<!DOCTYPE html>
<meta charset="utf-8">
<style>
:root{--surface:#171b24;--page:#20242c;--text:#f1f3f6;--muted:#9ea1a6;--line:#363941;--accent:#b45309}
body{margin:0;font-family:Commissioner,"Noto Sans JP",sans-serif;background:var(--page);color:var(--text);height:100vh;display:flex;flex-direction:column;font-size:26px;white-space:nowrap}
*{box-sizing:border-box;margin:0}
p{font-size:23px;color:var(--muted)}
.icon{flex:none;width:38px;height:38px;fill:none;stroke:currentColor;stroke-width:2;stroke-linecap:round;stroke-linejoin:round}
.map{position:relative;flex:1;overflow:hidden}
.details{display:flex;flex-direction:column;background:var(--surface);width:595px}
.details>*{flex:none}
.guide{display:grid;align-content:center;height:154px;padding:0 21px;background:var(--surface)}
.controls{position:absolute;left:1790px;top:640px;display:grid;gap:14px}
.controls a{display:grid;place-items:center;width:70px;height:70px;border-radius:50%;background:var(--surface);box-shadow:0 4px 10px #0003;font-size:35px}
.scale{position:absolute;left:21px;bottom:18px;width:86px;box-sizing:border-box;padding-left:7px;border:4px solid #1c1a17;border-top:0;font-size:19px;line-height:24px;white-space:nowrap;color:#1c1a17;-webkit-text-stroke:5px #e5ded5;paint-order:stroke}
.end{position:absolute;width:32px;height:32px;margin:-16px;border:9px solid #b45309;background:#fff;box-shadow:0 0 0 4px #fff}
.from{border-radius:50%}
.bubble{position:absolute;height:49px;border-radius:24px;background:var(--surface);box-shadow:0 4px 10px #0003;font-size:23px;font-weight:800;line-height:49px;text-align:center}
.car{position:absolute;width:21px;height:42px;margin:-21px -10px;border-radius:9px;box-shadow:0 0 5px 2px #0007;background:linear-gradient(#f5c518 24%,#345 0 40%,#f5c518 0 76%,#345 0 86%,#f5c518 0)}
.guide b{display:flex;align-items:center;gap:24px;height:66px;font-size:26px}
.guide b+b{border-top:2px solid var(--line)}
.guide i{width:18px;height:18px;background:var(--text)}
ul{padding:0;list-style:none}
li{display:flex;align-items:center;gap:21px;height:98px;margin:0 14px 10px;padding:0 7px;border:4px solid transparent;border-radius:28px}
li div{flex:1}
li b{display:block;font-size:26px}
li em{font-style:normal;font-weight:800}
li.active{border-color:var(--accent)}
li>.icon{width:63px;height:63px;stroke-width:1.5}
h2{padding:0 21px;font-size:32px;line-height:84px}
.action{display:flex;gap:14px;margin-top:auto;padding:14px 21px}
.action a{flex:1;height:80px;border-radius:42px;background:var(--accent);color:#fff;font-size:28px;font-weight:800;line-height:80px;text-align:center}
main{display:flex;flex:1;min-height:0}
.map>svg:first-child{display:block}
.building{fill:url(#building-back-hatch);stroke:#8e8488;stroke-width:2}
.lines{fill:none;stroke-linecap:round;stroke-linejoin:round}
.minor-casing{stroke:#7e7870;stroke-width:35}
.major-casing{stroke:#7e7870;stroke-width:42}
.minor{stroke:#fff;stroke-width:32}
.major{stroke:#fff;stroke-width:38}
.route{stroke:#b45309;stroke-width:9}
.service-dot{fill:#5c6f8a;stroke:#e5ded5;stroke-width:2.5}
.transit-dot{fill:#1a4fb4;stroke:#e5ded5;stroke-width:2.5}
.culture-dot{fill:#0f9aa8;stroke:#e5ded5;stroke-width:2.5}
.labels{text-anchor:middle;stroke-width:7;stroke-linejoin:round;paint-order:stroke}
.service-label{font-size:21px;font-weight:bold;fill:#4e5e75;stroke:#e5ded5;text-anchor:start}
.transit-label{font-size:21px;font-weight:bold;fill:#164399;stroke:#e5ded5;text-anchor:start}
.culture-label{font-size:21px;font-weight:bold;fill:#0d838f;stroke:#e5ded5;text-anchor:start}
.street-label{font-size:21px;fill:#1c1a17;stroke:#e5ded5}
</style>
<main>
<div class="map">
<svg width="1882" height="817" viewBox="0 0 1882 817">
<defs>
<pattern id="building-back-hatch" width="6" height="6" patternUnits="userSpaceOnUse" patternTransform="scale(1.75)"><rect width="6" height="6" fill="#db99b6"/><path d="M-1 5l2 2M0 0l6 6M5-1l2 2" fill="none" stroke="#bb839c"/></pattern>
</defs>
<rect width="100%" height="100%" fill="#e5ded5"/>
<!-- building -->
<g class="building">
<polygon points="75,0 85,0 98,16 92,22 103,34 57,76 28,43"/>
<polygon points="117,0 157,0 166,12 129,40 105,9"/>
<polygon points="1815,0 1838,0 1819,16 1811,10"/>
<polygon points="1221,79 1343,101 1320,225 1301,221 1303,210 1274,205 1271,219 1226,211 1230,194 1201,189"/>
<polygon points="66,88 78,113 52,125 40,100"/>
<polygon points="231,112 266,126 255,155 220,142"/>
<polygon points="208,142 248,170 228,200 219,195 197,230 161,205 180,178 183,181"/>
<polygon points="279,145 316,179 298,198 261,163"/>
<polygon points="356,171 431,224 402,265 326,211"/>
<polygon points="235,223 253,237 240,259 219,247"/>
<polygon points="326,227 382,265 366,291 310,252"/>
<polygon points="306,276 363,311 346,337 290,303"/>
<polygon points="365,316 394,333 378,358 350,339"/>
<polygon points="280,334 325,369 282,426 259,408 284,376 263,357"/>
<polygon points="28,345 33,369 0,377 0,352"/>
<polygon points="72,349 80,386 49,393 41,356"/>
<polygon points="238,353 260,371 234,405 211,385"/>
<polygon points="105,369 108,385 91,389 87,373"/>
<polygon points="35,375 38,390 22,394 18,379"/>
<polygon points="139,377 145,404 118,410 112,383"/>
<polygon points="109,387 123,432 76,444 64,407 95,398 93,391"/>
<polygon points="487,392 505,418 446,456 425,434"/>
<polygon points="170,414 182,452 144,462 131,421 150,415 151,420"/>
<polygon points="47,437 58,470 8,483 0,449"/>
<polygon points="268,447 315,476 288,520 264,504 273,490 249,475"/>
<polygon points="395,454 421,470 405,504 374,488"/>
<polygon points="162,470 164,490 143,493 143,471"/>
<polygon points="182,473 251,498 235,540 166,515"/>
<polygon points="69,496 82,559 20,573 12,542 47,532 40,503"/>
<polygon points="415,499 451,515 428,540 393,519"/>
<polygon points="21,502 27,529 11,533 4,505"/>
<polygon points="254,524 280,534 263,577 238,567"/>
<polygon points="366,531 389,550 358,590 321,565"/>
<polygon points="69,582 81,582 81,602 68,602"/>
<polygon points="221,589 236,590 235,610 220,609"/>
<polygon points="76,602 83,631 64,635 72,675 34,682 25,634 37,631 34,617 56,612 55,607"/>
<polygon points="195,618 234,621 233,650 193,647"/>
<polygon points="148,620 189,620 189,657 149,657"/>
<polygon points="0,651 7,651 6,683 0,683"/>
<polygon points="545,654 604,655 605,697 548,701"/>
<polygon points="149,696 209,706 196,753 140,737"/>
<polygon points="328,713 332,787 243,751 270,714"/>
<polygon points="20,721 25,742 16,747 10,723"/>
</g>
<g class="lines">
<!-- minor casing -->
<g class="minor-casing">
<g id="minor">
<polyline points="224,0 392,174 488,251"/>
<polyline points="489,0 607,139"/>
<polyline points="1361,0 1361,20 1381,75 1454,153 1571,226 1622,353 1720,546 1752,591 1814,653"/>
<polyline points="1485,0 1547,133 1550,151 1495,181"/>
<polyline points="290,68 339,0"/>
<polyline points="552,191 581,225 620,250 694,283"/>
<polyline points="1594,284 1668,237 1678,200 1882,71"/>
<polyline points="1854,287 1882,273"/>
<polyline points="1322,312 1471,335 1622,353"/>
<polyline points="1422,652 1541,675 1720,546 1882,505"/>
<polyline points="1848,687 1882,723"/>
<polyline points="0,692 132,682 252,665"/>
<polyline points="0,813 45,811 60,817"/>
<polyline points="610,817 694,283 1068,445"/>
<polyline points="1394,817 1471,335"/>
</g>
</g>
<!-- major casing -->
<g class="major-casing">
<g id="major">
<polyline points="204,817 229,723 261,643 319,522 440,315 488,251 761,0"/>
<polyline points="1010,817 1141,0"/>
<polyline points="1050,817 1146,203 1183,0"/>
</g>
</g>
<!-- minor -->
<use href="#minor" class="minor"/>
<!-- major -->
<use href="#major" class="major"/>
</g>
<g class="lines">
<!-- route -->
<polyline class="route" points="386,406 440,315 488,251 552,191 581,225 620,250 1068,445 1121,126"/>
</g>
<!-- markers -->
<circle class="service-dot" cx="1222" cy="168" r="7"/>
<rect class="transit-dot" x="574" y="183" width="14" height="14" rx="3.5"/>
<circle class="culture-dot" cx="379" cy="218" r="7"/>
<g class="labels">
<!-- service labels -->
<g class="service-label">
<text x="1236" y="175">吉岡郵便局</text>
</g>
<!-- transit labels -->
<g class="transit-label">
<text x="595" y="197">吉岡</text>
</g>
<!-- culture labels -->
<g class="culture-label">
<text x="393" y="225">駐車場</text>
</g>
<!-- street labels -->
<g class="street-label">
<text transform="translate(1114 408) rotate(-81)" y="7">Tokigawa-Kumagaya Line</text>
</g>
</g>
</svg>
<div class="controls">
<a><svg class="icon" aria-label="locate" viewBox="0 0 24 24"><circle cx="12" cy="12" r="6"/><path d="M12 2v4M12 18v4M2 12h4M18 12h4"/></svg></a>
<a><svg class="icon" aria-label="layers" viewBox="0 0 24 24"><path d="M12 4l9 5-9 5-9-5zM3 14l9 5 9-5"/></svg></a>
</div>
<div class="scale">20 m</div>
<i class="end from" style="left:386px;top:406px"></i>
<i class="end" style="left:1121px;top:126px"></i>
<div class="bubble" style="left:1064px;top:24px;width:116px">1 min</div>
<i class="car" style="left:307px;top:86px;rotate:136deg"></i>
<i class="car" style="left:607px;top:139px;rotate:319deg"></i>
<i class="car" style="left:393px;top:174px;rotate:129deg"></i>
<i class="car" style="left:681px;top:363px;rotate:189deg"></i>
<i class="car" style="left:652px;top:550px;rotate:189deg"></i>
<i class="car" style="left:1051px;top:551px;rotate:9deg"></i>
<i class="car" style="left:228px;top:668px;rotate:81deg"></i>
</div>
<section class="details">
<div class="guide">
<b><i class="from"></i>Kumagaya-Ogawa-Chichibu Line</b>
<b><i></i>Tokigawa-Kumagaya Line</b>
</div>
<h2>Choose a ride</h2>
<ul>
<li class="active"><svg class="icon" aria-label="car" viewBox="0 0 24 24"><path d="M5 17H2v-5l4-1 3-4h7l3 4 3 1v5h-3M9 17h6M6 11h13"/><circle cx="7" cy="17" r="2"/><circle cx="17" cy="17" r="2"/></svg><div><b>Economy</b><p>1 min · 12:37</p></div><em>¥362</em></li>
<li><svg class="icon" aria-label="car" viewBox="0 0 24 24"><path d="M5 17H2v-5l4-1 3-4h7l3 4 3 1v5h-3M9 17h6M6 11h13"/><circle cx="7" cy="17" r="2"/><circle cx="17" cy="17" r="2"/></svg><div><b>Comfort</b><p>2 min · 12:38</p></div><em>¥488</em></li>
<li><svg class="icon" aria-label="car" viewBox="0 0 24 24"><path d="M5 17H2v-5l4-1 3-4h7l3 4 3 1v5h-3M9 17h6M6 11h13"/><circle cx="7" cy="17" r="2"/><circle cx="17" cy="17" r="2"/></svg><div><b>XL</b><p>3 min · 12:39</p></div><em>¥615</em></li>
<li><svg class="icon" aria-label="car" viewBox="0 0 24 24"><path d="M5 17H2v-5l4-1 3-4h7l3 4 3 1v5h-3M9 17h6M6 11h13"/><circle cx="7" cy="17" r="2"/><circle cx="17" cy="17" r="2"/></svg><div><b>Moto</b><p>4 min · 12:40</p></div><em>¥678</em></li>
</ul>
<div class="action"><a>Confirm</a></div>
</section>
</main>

* **What to work on**:
Respond with nothing but the number of lines in the entries that contain the string "linecap".

* **Exercise result**:
2